Jest wersja oficjalna i jest ta prawdziwa. Obie stara się pokazać opublikowany minionej jesieni reportaż BBC. – Kocham Chińską Partię Komunistyczną – napisał w kajecie jeden z Ujgurów uczestniczących w „obozie szkoleniowym", który za przyzwoleniem władz odwiedziła ekipa dziennikarzy. Ale nie wszystko zdołano zataić. Jak choćby napis w toalecie, do której nieopatrznie pozwolono wejść Brytyjczykowi: „Moje serce jeszcze nie jest do końca złamane".
380 obozów
W czwartek holenderscy posłowie dali wiarę tej drugiej. W specjalnej rezolucji uznali, że los, jaki zgotowano 13-milionowej społeczności ujgurskiej, która ze względu na tureckie pochodzenie i islamską wiarę zachowuje odmienną tożsamość od chińskich Hanów, ma znamiona ludobójstwa.
– Od drugiej wojny światowej nie zbudowano tej skali obozów dla prześladowań na tle etnicznym – mówi inicjator rezolucji Sjoerd Sjoerdsma, poseł centrowej partii D-66.
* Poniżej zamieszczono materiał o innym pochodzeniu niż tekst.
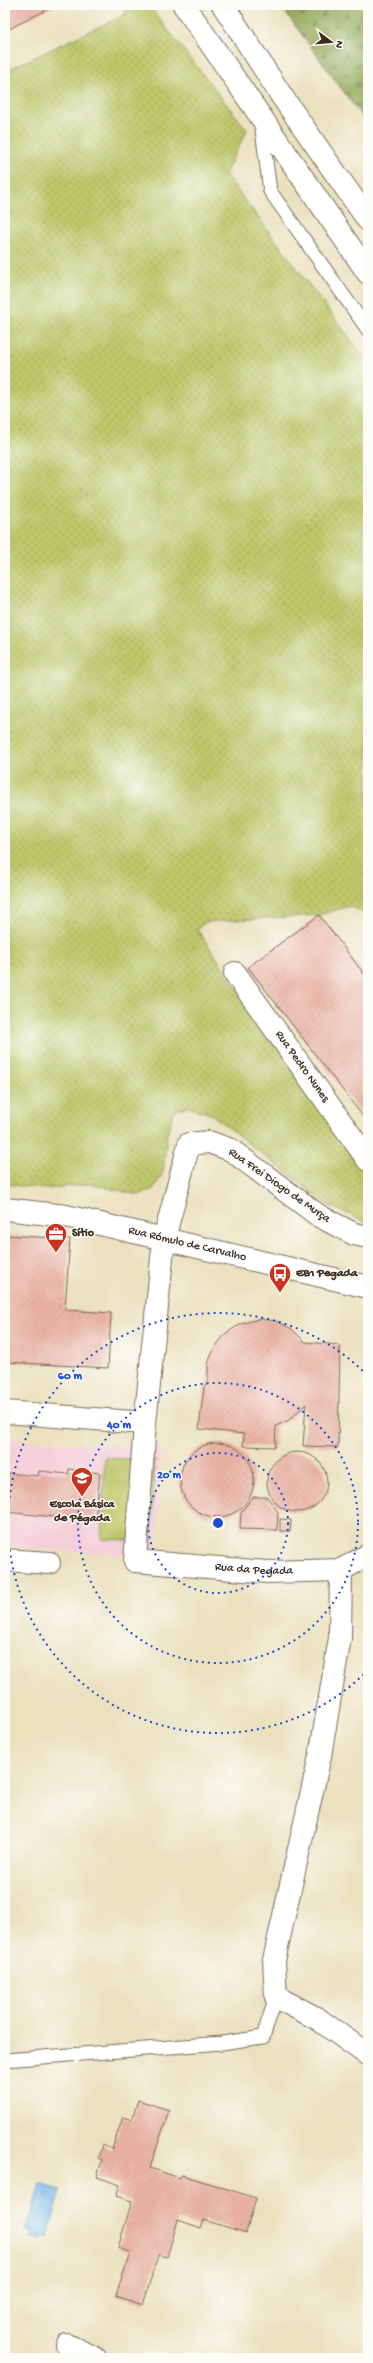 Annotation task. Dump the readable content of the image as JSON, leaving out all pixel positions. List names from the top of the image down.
{
  "streets": {
    "main road": [
      "Rua Pedro Nunes",
      "Rua Frei Diogo de Murça",
      "Rua Rómulo de Carvalho",
      "Rua da Pegada"
    ]
  },
  "crossings": [
    ["Rua Frei Diogo de Murça", "Rua Rómulo de Carvalho"]
  ],
  "places": {
    "office": ["Sítio"],
    "bus stop": ["EB1 Pegada"],
    "school or university": ["Escola Básica de Pégada"]
  },
  "north": "right",
  "rings": ["60 m", "40 m", "20 m"]
} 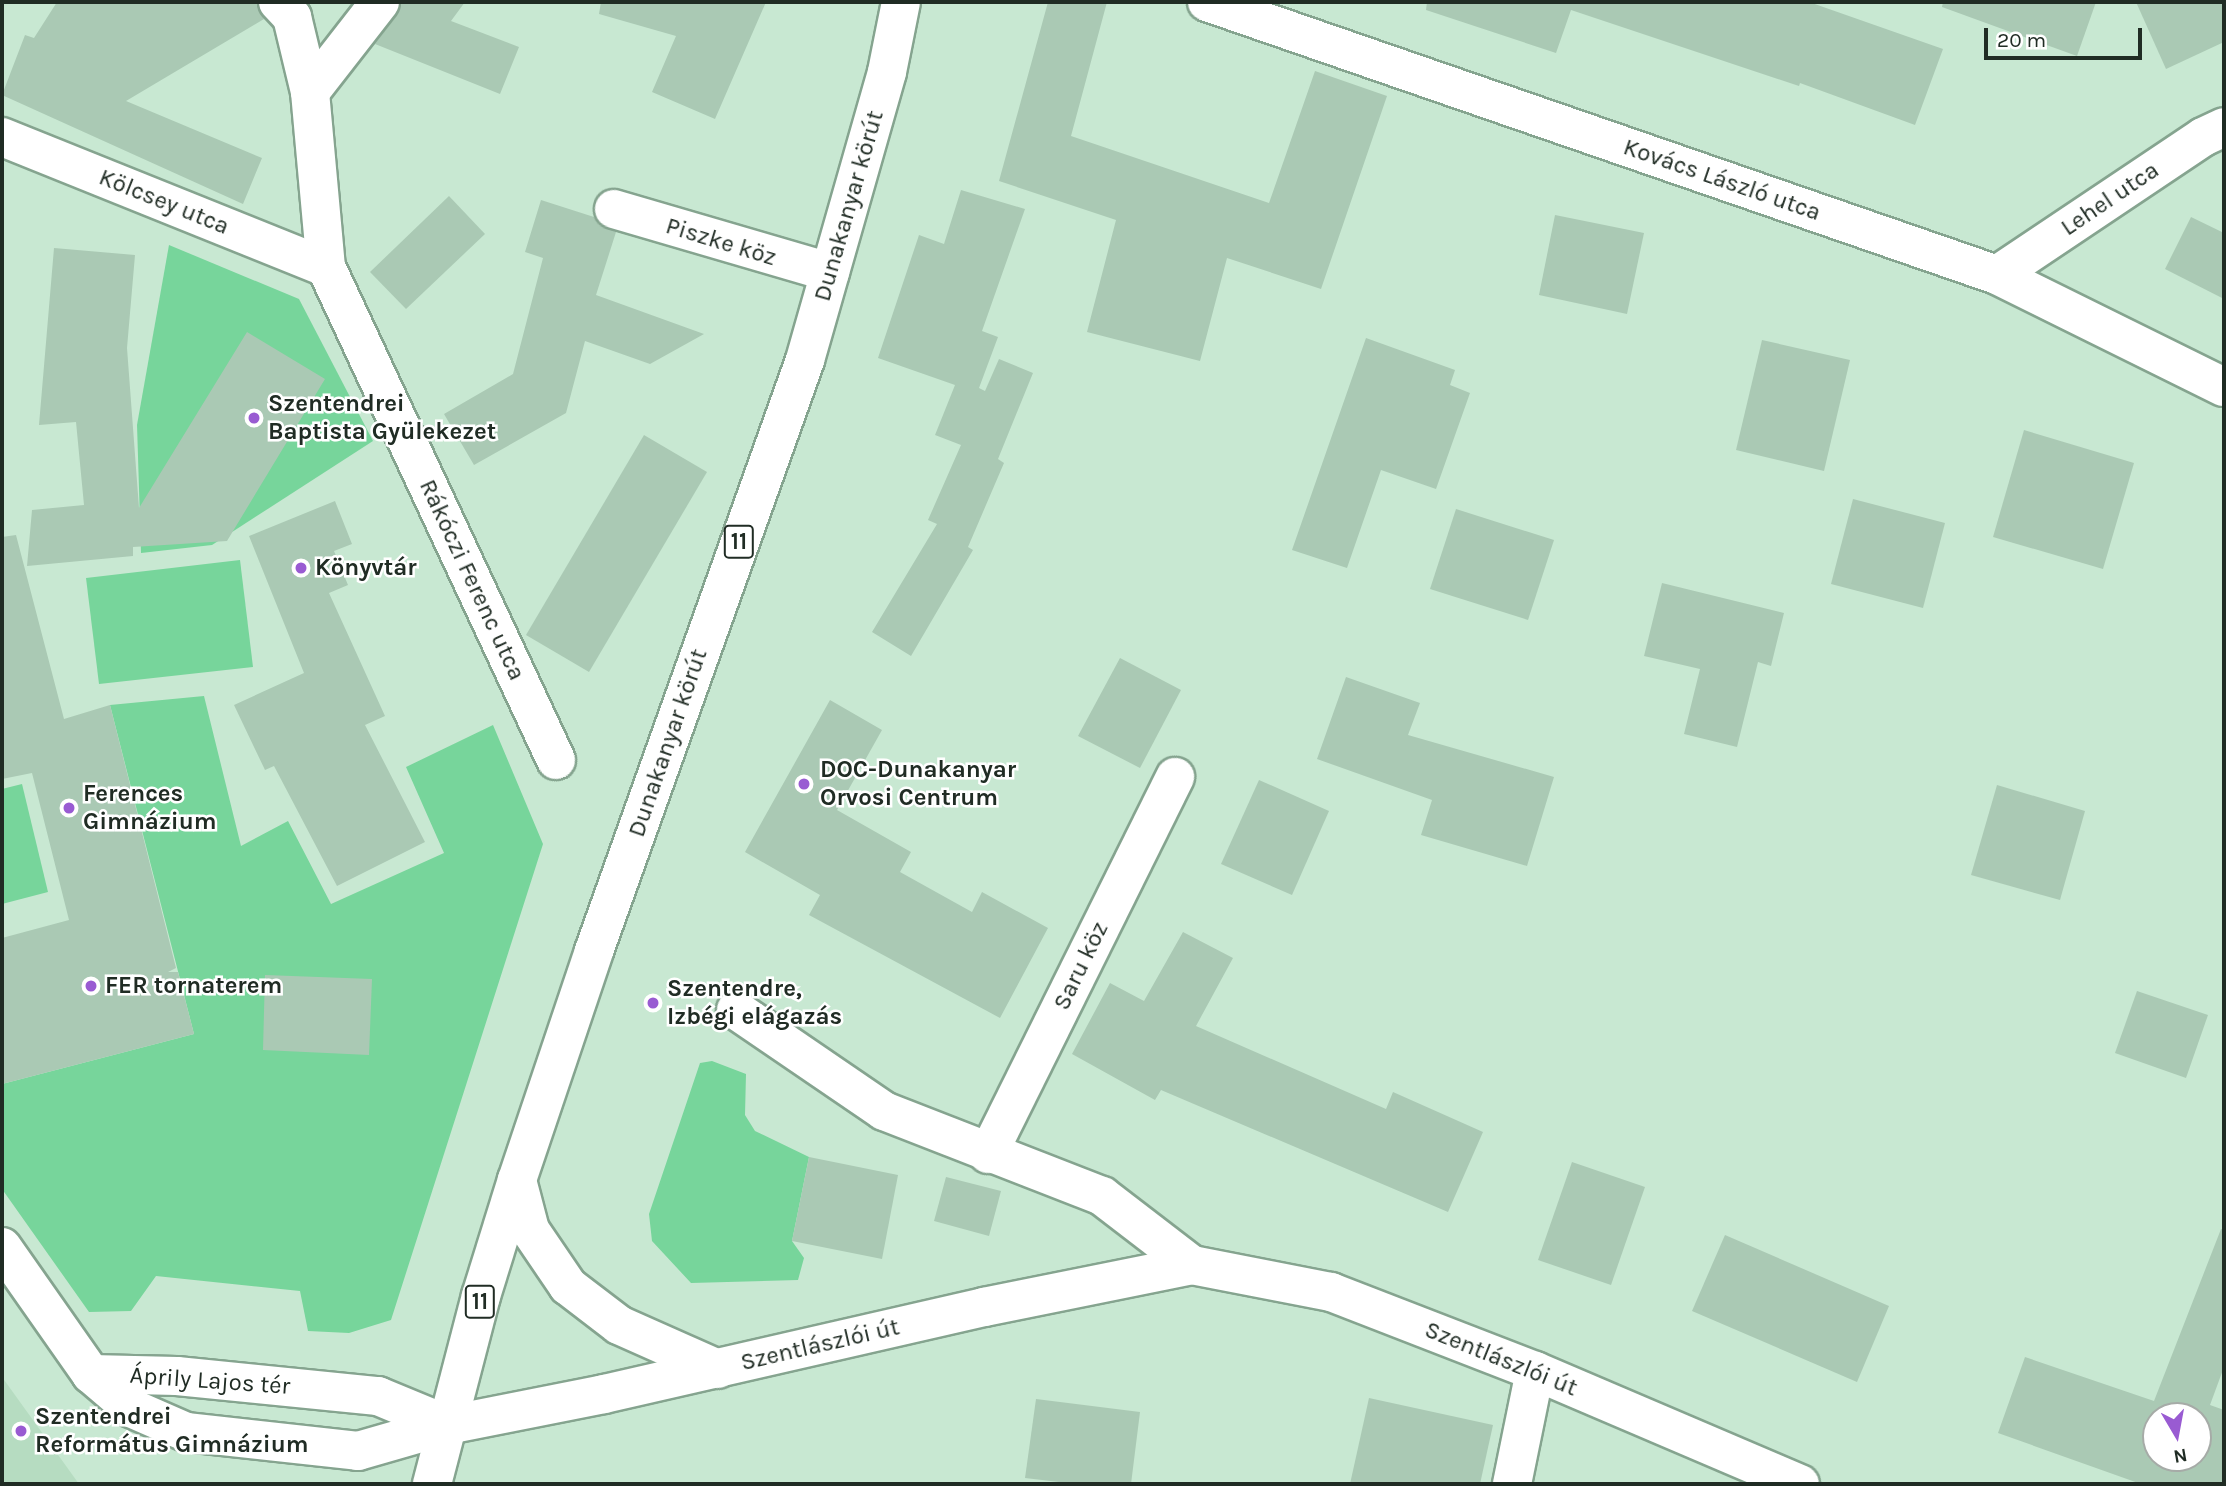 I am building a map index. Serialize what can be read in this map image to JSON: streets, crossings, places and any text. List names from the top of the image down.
{
  "streets": {
    "street": [
      "Kovács László utca",
      "Lehel utca",
      "Kölcsey utca",
      "Dunakanyar körút",
      "Piszke köz",
      "11",
      "Rákóczi Ferenc utca",
      "Saru köz",
      "Szentlászlói út",
      "Áprily Lajos tér"
    ]
  },
  "crossings": [
    ["Kovács László utca", "Lehel utca"],
    ["Kölcsey utca", "Rákóczi Ferenc utca"],
    ["Dunakanyar körút", "Piszke köz"],
    ["Dunakanyar körút", "Szentlászlói út"],
    ["Dunakanyar körút", "Áprily Lajos tér"],
    ["Saru köz", "Szentlászlói út"],
    ["Szentlászlói út", "Áprily Lajos tér"]
  ],
  "places": [
    "Szentendrei Baptista Gyülekezet",
    "Könyvtár",
    "DOC-Dunakanyar Orvosi Centrum",
    "Ferences Gimnázium",
    "FER tornaterem",
    "Szentendre, Izbégi elágazás",
    "Szentendrei Református Gimnázium"
  ],
  "scale_bar": "20 m",
  "north": "bottom"
}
Jego ugrupowanie należało do niedawno zerwanej koalicji rządowej, podobnie jak protestancka ChristenUnie, inna partia, która poparła uchwałę. Przed wyborami 17 marca na to nie zdecydował się jednak sam premier Mark Rutte i jego Partia Ludowa na rzecz Wolności i Demokracji (VVD) – choć przoduje w wytykaniu autorytarnych tendencji w Polsce i na Węgrzech.
– Żaden rząd nie może sam określić jako ludobójstwo postępowania innego kraju. To rola międzynarodowych trybunałów – tłumaczy szef MSZ Stef Blok.